Task objective:
The copy you return should hold only the lines from the top of the data below through the line with "position:absolute; translate:-50% -33px;", each duplicated exactly and with no pictures.
*** Data ***
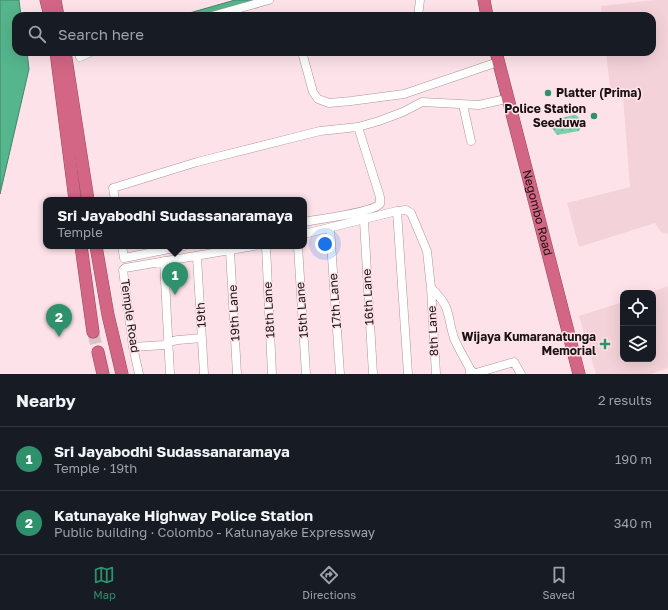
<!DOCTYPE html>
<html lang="en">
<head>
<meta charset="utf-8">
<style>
  :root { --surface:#171b24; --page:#242831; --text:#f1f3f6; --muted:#9ea1a6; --line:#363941; --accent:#2f916b }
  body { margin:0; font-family:"Golos Text",sans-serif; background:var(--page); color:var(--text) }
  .controls { position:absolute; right:12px; bottom:12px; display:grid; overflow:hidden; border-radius:8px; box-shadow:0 4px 16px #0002 }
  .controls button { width:36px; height:36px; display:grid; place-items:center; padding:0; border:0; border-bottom:1px solid var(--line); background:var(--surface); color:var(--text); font:20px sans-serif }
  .you { position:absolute; left:325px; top:244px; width:14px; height:14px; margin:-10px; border:3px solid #fff; border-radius:50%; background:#1a73e8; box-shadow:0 0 0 6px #1a73e833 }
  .badge { display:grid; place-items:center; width:26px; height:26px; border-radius:50%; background:var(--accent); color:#fff; font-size:13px; font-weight:700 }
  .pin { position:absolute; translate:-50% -33px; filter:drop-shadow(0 1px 2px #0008) }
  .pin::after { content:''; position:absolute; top:21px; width:14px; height:12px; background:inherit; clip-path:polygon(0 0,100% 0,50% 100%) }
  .popup { position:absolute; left:43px; top:197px; width:264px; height:52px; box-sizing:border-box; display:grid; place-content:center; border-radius:8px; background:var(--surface); filter:drop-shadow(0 1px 3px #0005); font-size:13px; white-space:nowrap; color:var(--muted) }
  .popup b { font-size:15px; color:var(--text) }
  .popup::after { content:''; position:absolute; left:50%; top:100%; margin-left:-8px; border:8px solid transparent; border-top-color:var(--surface) }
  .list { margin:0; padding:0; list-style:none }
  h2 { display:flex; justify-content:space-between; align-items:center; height:52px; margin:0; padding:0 16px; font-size:17px }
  h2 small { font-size:13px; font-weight:400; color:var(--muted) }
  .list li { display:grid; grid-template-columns:26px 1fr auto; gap:12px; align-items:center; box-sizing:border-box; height:64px; padding:0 16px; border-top:1px solid var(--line) }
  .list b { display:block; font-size:15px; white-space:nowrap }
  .list p { margin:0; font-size:13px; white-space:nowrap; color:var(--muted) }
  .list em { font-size:13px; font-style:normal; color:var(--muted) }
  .icon { flex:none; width:22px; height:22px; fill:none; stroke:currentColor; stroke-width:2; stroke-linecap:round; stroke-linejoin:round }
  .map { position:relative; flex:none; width:668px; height:374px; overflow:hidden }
  .search { position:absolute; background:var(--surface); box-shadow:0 4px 16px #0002; left:12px; right:12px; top:12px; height:44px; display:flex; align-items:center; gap:10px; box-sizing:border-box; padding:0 14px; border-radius:12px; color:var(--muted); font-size:15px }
  .sheet { height:180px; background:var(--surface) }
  nav { display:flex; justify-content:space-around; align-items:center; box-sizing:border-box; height:56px; border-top:1px solid var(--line); background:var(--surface); font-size:11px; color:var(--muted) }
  nav a { display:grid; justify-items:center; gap:2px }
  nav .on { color:var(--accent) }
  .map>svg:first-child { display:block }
</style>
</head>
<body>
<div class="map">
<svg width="668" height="374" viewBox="0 0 668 374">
  <defs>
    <pattern id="grass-dots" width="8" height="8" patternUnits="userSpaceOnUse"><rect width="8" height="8" fill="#7ecfab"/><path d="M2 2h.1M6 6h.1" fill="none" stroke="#6cb192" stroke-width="1.8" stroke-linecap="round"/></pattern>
  </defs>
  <rect width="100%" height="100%" fill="#fde3e9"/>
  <path fill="#f4d2d9" d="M654,0H668V234L661,232L655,223L579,247L567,203L630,187L623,96L611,95L606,52H652V16H602L601,6Z
    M668,286V368L651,374H596L579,316L623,302V359H653V293H649Z"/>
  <path fill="url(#grass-dots)" d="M573,115H576C581,119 583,125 579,131L557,135L552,128L553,120Z"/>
  <path fill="#55b58d" stroke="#448469" d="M0,0H19L21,16H16V52H27L29,69L0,194Z
    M235,0H262L205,16H179Z"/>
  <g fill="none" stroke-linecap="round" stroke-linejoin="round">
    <path stroke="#dbc4c9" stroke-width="12" stroke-dasharray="12 6" stroke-linecap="butt" d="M93,332L98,352"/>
    <g stroke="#ad959a" stroke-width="9">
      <path id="minor" d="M212,16L269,0
        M418,16L420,0
        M302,52L313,92L318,99L329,103L351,101L404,94L498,62
        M80,57L91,52
        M463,105L471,141
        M115,200L113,188L197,162L320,131L358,127L379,121L403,112L422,102L479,105L506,99
        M397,211L408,374
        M364,221L373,374
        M304,222C319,219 371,213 380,204V197L358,127
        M330,228L340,374
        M304,234L397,211L406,210L411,213L427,251L431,288L436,374
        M122,246L124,258L184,246
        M266,246L272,374
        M298,246L306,374
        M230,251L237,374
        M197,257L204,374
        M164,261L170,374
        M431,288C452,308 446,313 454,338C458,348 465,359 470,369V374
        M133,347L164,345L168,342L178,340L202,338
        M470,369L473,372L476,373L514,362L521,374
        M139,374L133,347L123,270L125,268L254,246"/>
    </g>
    <g stroke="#93495d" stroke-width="13">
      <g id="highway">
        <path d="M46,0L50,16"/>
        <path d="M55,0L58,16"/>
        <path d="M484,0L487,16"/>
        <path d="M56,52L75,200"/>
        <path d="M65,52L88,200"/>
        <path id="s1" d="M496,52L579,374"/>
        <path d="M81,246L93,332"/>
        <path d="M96,246L108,315L122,374"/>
        <path d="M98,352L103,374"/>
      </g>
    </g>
    <use href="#minor" stroke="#fff" stroke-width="8"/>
    <use href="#highway" stroke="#d36685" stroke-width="12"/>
  </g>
  <g fill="#2f916b" stroke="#fde3e9" stroke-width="1.5">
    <circle cx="548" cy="93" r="4"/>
    <circle cx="594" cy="116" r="4"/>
    <path d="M603 338h4v4h4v4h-4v4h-4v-4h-4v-4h4z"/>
  </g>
  <g text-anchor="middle" stroke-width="3" stroke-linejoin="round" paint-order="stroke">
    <g font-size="12" font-weight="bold" fill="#1b1214" stroke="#fde3e9" text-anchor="end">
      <text x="556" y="97" text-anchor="start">Platter (Prima)</text>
      <text x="586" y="113">Police Station<tspan x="586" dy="14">Seeduwa</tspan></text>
      <text x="596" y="341">Wijaya Kumaranatunga<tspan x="596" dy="14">Memorial</tspan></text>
    </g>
    <g font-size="12" fill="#1b1214" stroke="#fde3e9">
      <text dy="4" stroke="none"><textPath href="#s1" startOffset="166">Negombo Road</textPath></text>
      <text transform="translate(368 297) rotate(-93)" y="4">16th Lane</text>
      <text transform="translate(335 301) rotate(-94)" y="4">17th Lane</text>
      <text transform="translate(269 310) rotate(-93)" y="4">18th Lane</text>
      <text transform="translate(302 310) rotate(-94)" y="4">15th Lane</text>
      <text transform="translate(234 313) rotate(-93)" y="4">19th Lane</text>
      <text transform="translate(201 315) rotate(-93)" y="4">19th</text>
      <text transform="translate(130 316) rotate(82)" y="4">Temple Road</text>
      <text transform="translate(433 331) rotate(-93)" y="4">8th Lane</text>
    </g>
  </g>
</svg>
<div class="controls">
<button><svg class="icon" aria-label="locate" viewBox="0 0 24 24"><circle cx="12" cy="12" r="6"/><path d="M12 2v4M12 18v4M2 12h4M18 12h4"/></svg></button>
<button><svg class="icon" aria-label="layers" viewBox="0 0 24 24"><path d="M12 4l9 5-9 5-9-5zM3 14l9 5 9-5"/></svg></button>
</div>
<div class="you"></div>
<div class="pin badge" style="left:175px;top:295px">1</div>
<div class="popup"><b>Sri Jayabodhi Sudassanaramaya</b>Temple</div>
<div class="pin badge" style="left:59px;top:337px">2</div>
<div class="search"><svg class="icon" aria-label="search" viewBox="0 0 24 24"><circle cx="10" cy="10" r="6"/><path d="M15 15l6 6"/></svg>Search here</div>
</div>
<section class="sheet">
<h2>Nearby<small>2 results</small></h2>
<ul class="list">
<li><span class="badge">1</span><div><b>Sri Jayabodhi Sudassanaramaya</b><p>Temple · 19th</p></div><em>190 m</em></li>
<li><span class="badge">2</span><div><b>Katunayake Highway Police Station</b><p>Public building · Colombo - Katunayake Expressway</p></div><em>340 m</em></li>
</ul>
</section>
<nav>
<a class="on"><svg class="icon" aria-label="map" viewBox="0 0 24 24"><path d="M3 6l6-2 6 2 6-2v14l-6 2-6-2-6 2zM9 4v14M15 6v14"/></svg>Map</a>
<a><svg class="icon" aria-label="directions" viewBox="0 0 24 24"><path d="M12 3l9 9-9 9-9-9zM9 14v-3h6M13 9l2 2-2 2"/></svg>Directions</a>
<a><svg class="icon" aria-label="saved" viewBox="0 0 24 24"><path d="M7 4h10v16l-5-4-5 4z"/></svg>Saved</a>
</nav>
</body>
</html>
***
Answer for the task:
<!DOCTYPE html>
<html lang="en">
<head>
<meta charset="utf-8">
<style>
  :root { --surface:#171b24; --page:#242831; --text:#f1f3f6; --muted:#9ea1a6; --line:#363941; --accent:#2f916b }
  body { margin:0; font-family:"Golos Text",sans-serif; background:var(--page); color:var(--text) }
  .controls { position:absolute; right:12px; bottom:12px; display:grid; overflow:hidden; border-radius:8px; box-shadow:0 4px 16px #0002 }
  .controls button { width:36px; height:36px; display:grid; place-items:center; padding:0; border:0; border-bottom:1px solid var(--line); background:var(--surface); color:var(--text); font:20px sans-serif }
  .you { position:absolute; left:325px; top:244px; width:14px; height:14px; margin:-10px; border:3px solid #fff; border-radius:50%; background:#1a73e8; box-shadow:0 0 0 6px #1a73e833 }
  .badge { display:grid; place-items:center; width:26px; height:26px; border-radius:50%; background:var(--accent); color:#fff; font-size:13px; font-weight:700 }
  .pin { position:absolute; translate:-50% -33px; filter:drop-shadow(0 1px 2px #0008) }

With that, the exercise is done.